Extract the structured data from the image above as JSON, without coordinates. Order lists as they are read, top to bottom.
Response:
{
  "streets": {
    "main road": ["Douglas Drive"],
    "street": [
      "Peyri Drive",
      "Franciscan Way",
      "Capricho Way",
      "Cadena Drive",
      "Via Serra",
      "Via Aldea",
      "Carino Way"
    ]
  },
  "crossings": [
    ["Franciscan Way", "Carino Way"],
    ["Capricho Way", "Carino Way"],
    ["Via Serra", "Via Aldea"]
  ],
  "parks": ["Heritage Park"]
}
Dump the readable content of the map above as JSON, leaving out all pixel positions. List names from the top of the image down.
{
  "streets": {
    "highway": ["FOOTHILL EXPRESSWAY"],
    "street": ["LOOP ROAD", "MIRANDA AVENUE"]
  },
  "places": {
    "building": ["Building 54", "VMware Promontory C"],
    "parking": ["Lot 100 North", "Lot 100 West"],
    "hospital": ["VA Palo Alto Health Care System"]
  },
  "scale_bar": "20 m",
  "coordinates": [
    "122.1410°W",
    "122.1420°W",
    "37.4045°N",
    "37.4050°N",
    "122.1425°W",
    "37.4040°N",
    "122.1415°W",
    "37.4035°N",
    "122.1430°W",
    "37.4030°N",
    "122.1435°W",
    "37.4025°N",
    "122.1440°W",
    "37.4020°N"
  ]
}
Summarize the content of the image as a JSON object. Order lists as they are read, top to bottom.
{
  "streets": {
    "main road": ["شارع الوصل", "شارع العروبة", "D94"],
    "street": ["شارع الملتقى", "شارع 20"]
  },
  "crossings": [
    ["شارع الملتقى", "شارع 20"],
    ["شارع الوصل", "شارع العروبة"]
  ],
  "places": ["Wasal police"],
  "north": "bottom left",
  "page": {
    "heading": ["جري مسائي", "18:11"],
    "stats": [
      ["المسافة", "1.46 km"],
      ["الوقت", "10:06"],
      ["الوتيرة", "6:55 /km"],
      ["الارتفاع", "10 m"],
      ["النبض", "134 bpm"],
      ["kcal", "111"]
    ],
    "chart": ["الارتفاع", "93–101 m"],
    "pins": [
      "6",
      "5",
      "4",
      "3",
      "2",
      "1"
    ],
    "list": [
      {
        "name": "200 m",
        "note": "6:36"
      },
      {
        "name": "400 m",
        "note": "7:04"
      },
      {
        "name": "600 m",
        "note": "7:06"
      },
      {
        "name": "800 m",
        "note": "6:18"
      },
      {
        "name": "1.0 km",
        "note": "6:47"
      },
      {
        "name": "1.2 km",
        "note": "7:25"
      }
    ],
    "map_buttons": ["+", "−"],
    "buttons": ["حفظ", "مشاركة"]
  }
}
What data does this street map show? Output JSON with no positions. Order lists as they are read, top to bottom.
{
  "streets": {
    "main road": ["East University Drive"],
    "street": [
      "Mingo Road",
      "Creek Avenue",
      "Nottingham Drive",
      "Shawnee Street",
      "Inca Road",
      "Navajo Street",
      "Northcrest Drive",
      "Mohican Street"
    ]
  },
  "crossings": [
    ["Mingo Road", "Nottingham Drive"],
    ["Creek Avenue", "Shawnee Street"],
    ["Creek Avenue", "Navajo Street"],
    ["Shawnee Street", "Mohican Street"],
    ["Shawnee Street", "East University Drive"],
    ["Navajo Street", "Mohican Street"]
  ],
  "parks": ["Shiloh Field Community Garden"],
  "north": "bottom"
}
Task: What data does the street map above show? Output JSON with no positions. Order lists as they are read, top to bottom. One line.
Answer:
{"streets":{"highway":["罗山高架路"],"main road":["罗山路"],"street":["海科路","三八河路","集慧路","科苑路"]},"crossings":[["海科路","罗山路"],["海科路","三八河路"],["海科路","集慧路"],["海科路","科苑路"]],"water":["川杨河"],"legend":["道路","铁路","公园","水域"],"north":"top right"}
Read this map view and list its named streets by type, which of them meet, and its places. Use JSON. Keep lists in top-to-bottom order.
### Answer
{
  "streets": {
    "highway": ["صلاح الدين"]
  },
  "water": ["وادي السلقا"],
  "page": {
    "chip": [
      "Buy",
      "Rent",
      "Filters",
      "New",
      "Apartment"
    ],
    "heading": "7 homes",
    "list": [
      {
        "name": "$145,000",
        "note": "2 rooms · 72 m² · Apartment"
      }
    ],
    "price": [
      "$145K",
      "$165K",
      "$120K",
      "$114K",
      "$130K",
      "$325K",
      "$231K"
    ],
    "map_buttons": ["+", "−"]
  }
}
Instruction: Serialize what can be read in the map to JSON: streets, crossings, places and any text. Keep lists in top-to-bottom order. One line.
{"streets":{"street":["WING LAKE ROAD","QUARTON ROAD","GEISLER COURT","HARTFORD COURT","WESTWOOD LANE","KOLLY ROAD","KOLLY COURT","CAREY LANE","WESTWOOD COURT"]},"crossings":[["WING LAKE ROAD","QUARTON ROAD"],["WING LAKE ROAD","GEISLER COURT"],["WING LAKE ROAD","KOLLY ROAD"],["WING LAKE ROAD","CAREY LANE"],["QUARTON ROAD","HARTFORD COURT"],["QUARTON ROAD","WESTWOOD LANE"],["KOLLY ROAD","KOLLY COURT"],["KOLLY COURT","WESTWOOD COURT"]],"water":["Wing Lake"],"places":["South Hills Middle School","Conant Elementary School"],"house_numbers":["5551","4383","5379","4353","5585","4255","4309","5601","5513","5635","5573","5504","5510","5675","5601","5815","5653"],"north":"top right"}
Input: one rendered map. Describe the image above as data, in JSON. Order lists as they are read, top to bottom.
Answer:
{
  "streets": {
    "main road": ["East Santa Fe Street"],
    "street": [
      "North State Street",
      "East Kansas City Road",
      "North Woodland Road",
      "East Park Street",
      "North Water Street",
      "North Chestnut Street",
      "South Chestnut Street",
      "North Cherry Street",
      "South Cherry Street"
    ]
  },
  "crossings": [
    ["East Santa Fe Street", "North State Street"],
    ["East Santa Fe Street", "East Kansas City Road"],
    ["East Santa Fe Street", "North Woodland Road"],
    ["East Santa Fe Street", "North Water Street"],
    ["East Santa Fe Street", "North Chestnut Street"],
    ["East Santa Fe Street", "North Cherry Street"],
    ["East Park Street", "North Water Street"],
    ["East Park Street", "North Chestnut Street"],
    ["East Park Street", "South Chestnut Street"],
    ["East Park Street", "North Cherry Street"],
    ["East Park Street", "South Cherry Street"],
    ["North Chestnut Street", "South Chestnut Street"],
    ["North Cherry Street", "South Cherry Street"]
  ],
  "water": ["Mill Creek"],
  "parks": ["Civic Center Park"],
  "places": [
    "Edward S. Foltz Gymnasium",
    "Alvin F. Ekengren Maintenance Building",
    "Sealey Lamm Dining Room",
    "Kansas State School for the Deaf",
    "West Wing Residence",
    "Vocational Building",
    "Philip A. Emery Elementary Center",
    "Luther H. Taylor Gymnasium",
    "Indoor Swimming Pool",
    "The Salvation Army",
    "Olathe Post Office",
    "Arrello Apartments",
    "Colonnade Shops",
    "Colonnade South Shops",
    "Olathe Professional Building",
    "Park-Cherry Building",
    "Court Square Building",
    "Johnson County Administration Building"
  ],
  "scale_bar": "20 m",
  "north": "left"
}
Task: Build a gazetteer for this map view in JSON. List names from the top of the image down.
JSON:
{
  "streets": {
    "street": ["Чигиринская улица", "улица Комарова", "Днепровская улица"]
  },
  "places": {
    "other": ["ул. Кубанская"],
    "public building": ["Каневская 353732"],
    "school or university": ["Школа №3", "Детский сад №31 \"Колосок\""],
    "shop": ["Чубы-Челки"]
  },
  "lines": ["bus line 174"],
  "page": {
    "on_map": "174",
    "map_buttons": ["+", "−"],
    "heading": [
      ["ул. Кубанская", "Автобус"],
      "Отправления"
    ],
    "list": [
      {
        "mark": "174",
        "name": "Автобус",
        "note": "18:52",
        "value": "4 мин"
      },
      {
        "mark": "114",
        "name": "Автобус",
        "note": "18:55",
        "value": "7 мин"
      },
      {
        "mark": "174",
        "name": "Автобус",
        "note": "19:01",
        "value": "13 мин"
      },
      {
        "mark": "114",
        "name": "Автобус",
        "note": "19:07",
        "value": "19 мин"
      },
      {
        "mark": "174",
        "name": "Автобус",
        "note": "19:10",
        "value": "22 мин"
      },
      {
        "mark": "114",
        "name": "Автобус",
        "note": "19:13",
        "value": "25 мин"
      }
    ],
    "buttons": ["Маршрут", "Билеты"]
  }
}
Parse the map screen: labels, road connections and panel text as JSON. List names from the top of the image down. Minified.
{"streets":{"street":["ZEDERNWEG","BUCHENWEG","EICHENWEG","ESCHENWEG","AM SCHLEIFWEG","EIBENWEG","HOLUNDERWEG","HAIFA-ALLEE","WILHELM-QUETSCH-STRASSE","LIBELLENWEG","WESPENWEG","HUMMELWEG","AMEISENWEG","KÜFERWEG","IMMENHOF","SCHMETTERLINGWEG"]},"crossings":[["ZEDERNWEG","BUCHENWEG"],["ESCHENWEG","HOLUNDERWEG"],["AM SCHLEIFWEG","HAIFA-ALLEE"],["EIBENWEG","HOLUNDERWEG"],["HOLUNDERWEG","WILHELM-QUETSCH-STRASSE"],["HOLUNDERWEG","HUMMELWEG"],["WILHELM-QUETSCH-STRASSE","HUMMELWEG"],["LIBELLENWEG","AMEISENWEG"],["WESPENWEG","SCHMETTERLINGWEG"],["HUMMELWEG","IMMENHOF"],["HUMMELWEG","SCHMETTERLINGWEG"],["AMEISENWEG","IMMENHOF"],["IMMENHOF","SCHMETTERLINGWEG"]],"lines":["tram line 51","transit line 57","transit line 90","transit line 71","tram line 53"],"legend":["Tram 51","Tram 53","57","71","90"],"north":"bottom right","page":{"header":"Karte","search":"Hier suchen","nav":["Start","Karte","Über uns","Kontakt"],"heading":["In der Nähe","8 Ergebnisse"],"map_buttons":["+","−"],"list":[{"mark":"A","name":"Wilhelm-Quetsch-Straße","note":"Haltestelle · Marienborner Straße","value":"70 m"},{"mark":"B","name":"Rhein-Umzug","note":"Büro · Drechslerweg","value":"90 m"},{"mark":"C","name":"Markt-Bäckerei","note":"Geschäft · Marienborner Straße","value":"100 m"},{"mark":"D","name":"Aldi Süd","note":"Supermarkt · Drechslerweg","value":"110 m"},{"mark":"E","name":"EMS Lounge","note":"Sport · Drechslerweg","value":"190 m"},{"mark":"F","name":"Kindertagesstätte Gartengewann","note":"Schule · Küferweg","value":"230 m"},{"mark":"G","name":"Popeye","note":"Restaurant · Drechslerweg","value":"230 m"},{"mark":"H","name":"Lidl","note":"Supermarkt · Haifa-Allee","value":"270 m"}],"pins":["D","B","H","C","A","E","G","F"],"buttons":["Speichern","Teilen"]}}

+-------+

For the word "parks", count the lines in the records that contain it. Give the number and no other words.

## [SOLUTION TO THE EXERCISE]
3